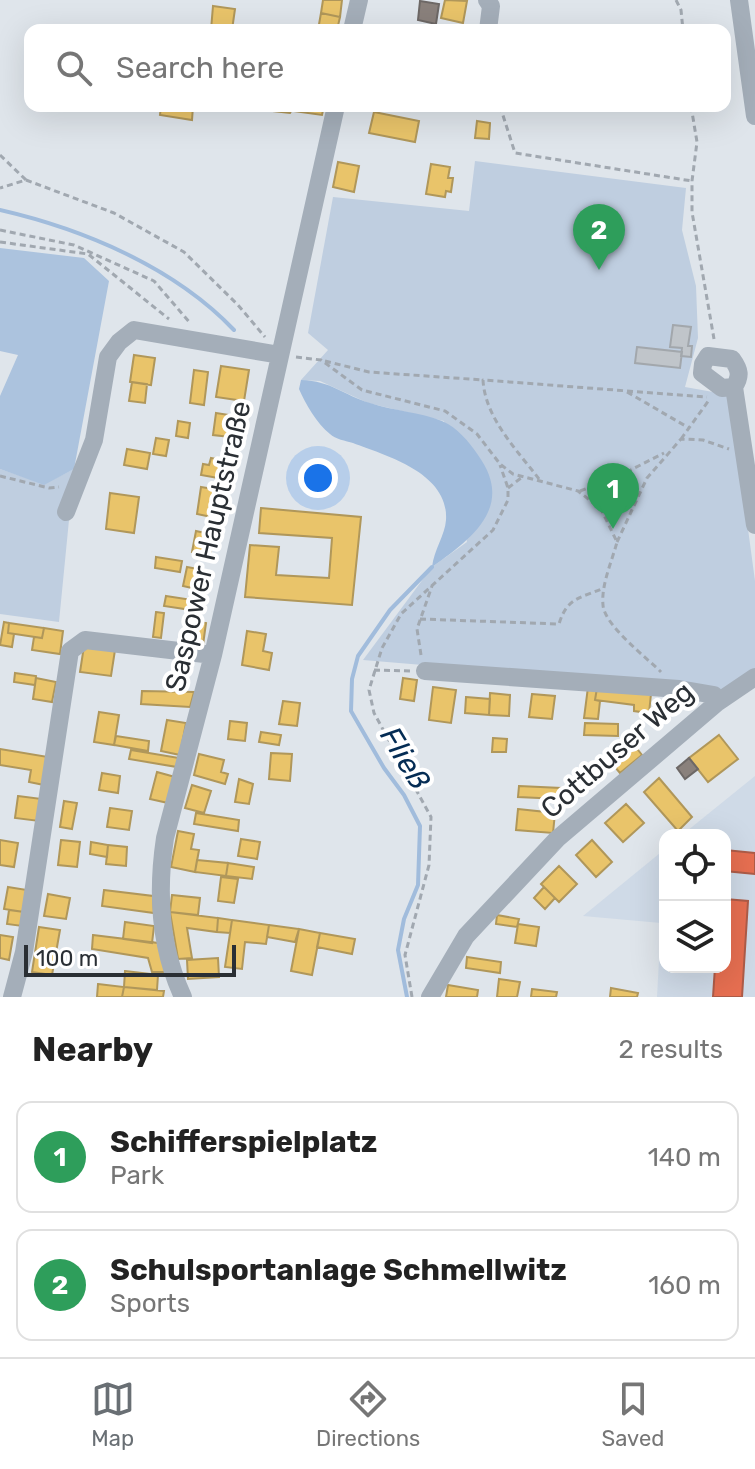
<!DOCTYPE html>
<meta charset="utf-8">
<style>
body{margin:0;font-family:Rubik,sans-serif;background:#f2f2f2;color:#222}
.controls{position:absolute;right:24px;bottom:24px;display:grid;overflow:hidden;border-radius:16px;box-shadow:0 8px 32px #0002}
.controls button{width:72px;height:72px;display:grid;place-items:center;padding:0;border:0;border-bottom:2px solid #e0e0e0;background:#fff;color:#222;font:40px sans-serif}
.scale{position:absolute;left:24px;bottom:20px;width:212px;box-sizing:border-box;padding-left:8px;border:4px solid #2a2f34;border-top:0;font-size:22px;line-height:28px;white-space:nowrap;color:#2a2f34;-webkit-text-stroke:6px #fff;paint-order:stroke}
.you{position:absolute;left:318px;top:478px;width:28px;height:28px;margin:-20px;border:6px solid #fff;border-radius:50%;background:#1a73e8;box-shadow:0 0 0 12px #1a73e833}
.badge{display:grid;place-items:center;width:52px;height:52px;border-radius:50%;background:#696f74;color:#fff;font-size:26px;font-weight:700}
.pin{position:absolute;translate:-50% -66px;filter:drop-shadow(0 2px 4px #0008)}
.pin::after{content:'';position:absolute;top:42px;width:28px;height:24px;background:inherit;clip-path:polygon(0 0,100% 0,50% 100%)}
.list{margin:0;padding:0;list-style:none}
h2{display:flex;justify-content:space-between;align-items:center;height:104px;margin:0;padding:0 32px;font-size:34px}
h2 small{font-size:26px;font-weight:400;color:#767676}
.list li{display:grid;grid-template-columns:52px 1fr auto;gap:24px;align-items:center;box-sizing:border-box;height:112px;margin:0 16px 16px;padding:0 16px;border:2px solid #e0e0e0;border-radius:16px}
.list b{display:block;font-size:30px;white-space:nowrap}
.list p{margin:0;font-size:26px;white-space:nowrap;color:#767676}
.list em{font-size:26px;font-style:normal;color:#767676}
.icon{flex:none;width:44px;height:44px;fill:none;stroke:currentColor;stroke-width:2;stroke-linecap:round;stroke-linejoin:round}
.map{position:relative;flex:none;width:755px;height:997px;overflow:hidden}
.search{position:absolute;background:#fff;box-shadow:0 8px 32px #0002;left:24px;right:24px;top:24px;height:88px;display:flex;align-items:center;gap:20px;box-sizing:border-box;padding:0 28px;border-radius:16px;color:#767676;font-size:30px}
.sheet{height:360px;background:#fff}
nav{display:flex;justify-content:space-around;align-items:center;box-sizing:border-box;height:112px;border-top:2px solid #e0e0e0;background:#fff;font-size:22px;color:#767676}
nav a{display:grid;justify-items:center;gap:4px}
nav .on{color:#696f74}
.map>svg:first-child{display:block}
.built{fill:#cfdae7}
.green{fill:#bfcee0}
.forest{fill:#acc3de}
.water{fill:#a1bcdc}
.homes{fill:#e9c46a;stroke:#b0975a;stroke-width:2}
.shops{fill:#e76f51;stroke:#ae5c48;stroke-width:2}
.industry{fill:#8a817c;stroke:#6d6866;stroke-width:2}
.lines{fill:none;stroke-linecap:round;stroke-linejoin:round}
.stream{stroke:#a1bcdc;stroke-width:4}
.building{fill:#c0c5ca;stroke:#a2a7ac;stroke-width:2}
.path{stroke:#a1a8b0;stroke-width:3;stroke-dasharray:6 4;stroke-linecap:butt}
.minor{stroke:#a4aeb9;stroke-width:18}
.labels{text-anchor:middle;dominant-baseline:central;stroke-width:8;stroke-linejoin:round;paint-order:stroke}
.street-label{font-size:28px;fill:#2a2f34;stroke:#fff}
.water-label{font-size:30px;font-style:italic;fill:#042c54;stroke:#fff}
</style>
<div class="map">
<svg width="755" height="997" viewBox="0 0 755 997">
<rect width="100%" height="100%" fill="#dfe5eb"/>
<path class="built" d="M755 776V997H657L661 923 583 916 665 849V967H725V835H682Z"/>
<path class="green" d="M475 161 686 188 682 230 696 286 698 338 685 387 730 395 755 581V669L723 690 363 660 432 567 467 542 444 421 368 403 320 381 301 380 328 350 308 333 333 197 469 211Z
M0 469 44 484 74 469 59 622 0 614Z"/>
<path class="forest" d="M0 248 84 258 109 281 74 469 44 485 0 469V396L18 355 0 351Z"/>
<path class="water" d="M301 380C332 381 343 395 370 403 394 411 420 412 442 421 457 427 469 442 478 455 515 506 473 538 432 567 434 550 445 535 446 520 449 473 387 456 353 443 346 441 335 439 330 434 317 424 305 403 299 389Z"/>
<path class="homes" d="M323 0H342L340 17 321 13Z
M445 0 467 1 463 23 441 18Z
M213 6 235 9 232 30H211Z
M321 13 340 17 337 30H318Z
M161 106H193L192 120 160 115Z
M229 106H294L290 113Z
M294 106H324L322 115 293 111Z
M374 112 419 121 415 142 369 133Z
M477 121 490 123 489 139 475 138Z
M338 162 359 166 354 192 333 187Z
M431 164 450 167 448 178H453L451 192 446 191 445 197 426 194Z
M134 355 155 358 151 385 130 382Z
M221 366 249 370 244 401 216 397Z
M194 370 208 372 204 405 190 403Z
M132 382 147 384 145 403 129 401Z
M216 413 242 417 239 438 213 435Z
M178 421 190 423 188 438 176 436Z
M156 438 169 440 166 456 153 454Z
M127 449 150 453 147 469 124 465Z
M211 458 227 461 224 479 201 475 203 464 209 465Z
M201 487 226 491 221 519 197 514Z
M110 493 139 497 134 533 106 529Z
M261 508 361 517 352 605 245 597 250 545 279 547 276 575 329 578 332 538 259 533Z
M196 531 214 535 210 555 192 552Z
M156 557 182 561 180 572 155 568Z
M187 567 209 571 205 591 183 586Z
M166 596 199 601 198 611 164 606Z
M156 612 164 613 161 638 153 637Z
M186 620 206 623 203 645 182 642Z
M4 622 9 623 8 633 14 634 12 647 0 645Z
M9 623 44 628 42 638 8 633Z
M44 628 63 631 60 654 32 650 34 637 42 638Z
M247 631 266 634 263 651 272 653 269 670 242 665Z
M84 646 115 650 111 676 80 672Z
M15 673 36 676 35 685 14 682Z
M36 678 56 682 52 702 33 699Z
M403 678 417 680 414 701 400 699Z
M433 687 456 690 451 723 429 720Z
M588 687 597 688 595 700 600 701 598 719 584 718Z
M597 688 651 694 649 713 634 711V705L595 700Z
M142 691 194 692 190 707 141 704Z
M490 693 510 695 509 716 489 715Z
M532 694 555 696 552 719 529 717Z
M466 697 490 699 489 715 465 713Z
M283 701 300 703 297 726 279 724Z
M99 712 119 715 114 745 94 742Z
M167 720 186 723 180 755 161 751Z
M230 721 247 723 245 741 228 739Z
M585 723 618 724V736L584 735Z
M261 732 281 735 279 745 259 742Z
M719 735 738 759 708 782 689 758Z
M116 736 149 741 148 751 114 745Z
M627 736 642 755 620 773 605 755Z
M493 738 507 739 506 752H492Z
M0 749 48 757 44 785 29 782 31 770 0 765Z
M131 750 179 758 177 767 129 759Z
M271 753 292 754 290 781 269 779Z
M199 754 224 760 221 772 228 774 225 784 194 775Z
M157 772 175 777 168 803 150 799Z
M102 773 120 776 118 793 99 790Z
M659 778 692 817 678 831 644 792Z
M239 779 253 784 249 804 235 802Z
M192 785 211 791 204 813 185 808Z
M519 786 561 788 560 799 518 797Z
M18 796 42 799 39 821 15 818Z
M64 801 77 803 72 829 60 827Z
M626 804 644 823 623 842 605 823Z
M110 808 132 811 129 830 107 827Z
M518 809 555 813 553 833 516 830Z
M196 813 239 820 238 831 194 824Z
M178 831 194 834 191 849 199 850 195 872 171 867Z
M241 839 260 842 257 859 238 856Z
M0 840 18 843 14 867 0 865Z
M61 840 80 842 77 867 58 865Z
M592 840 612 862 596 877 576 855Z
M91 842 108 845 107 857 90 854Z
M108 845 127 847 126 866 106 864Z
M197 860 228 863 226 876 195 872Z
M228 863 254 867 252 879 226 876Z
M559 866 577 884 559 902 541 884Z
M221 877 238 879 234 903 218 901Z
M8 887 27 890 24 912 4 909Z
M544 887 555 898 545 909 534 898Z
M104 890 153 896 154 913 102 906Z
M48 894 70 898 66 919 44 916Z
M172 895 200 898 198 915 170 912Z
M9 910 24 912 22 926 7 924Z
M170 912 218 918 217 932 187 928 192 958 178 959Z
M497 915 519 919 517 927 496 924Z
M218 918 232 920 230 933 217 932Z
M232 920 269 925 266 944 245 942 242 969 225 967Z
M125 922 154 926 152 943 123 939Z
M518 924 539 927 536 946 515 943Z
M269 925 299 929 295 942 267 937Z
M39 927 60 930 52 975 32 972Z
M299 929 320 933 312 975 291 971Z
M320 933 355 939 352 954 317 947Z
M0 935 13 937 9 960 0 958Z
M93 935 158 943 167 972H152L148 958 92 949Z
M467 957 501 962 500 973 466 968Z
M218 958 219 977 188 979 187 960Z
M125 971 158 975 157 990 124 987Z
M499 979 520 982 517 997H497Z
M98 984 124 987 122 997H97Z
M448 985 478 990 477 997H446Z
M124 987 164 991 163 997H122Z
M611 988 638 993 637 997H610Z
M532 989 557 992 556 997H531Z"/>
<path class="shops" d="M725 850 755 853V874L725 871Z
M725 899 748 901 742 997H713L715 967H725Z"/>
<path class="industry" d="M420 1 439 4 436 24 418 20Z
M689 758 698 769 685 779 677 768Z"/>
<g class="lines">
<path class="stream" d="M0 210C83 229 174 267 234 330
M407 997 398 950 404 919 418 885 420 826 404 795 384 768 351 711 352 679 358 656 390 610 432 567"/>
</g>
<path class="building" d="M673 325 691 327 688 346H692L691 357 681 356 682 348 670 347Z
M637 347 682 352 680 368 635 363Z"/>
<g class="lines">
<path class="path" d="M676 0 681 10 683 30
M500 106 515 153 692 181
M691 106 697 142 692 181V212L714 339
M0 155 26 180 0 188
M26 180 114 213 184 252 238 305 265 337
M0 230 74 245 154 281 191 324
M0 242 88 254 169 319
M296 357 321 360 362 390 445 411 477 434 500 464 513 474 578 491 601 509 617 542C612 561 601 585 603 605 604 625 647 658 661 672
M325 361 369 372 483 380
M627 392 689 428
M681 439 709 400
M0 476 49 488 59 487
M539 479C517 450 485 418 483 380L707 397
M508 488 521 478
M580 491 613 479 664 453
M617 542 647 478 681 439 703 440 729 449
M420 619 559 624C567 597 581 598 604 588
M421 655 417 629 432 586
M374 670 410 671
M412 997 405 955 429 865 431 817 374 713 369 690 382 648 401 614 493 530 508 500V488L500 465"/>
<path class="minor" d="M487 0 491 6 488 30
M739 0 755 116
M352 30 359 0
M734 387 722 388 702 373 703 364 708 356 732 359C740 370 741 376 734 387L755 525
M66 512 94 440 108 357 119 342 134 330 280 355
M425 671 679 689 714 695 718 702
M12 997 24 952 70 651 85 640 213 655
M183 997C160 948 157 891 165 838L213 655 336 106
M430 997 466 936 557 839 718 702 755 677"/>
</g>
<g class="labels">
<g class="street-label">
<text transform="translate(208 546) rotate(-77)">Saspower Hauptstraße</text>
<text transform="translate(617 750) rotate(-41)">Cottbuser Weg</text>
</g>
<g class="water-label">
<text transform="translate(405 758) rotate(59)">Fließ</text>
</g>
</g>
</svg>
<div class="controls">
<button><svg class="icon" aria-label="locate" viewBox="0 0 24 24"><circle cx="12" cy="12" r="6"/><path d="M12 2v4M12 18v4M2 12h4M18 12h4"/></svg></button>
<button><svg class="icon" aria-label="layers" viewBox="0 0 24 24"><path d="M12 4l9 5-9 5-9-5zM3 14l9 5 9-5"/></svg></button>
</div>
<div class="scale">100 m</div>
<div class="you"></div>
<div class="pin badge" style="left:613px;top:529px;background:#2e9e5b">1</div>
<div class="pin badge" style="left:599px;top:270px;background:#2e9e5b">2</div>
<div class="search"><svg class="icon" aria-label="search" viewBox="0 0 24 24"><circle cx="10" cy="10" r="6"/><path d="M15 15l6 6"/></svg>Search here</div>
</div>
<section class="sheet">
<h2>Nearby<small>2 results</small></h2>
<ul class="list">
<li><span class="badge" style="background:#2e9e5b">1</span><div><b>Schifferspielplatz</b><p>Park</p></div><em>140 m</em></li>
<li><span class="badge" style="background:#2e9e5b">2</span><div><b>Schulsportanlage Schmellwitz</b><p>Sports</p></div><em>160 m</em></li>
</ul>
</section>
<nav>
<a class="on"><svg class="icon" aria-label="map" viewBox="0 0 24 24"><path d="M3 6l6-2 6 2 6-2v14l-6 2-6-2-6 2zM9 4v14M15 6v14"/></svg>Map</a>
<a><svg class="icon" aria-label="directions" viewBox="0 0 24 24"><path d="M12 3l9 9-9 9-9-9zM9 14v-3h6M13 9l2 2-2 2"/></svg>Directions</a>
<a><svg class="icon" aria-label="saved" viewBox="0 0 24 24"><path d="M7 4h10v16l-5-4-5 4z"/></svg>Saved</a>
</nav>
----
▶ [ACTIVITY]: The answer must consist of every line from the listing above that includes the word "sheet".

▶ [OUTPUT FOR THIS EXERCISE]:
.sheet{height:360px;background:#fff}
<section class="sheet">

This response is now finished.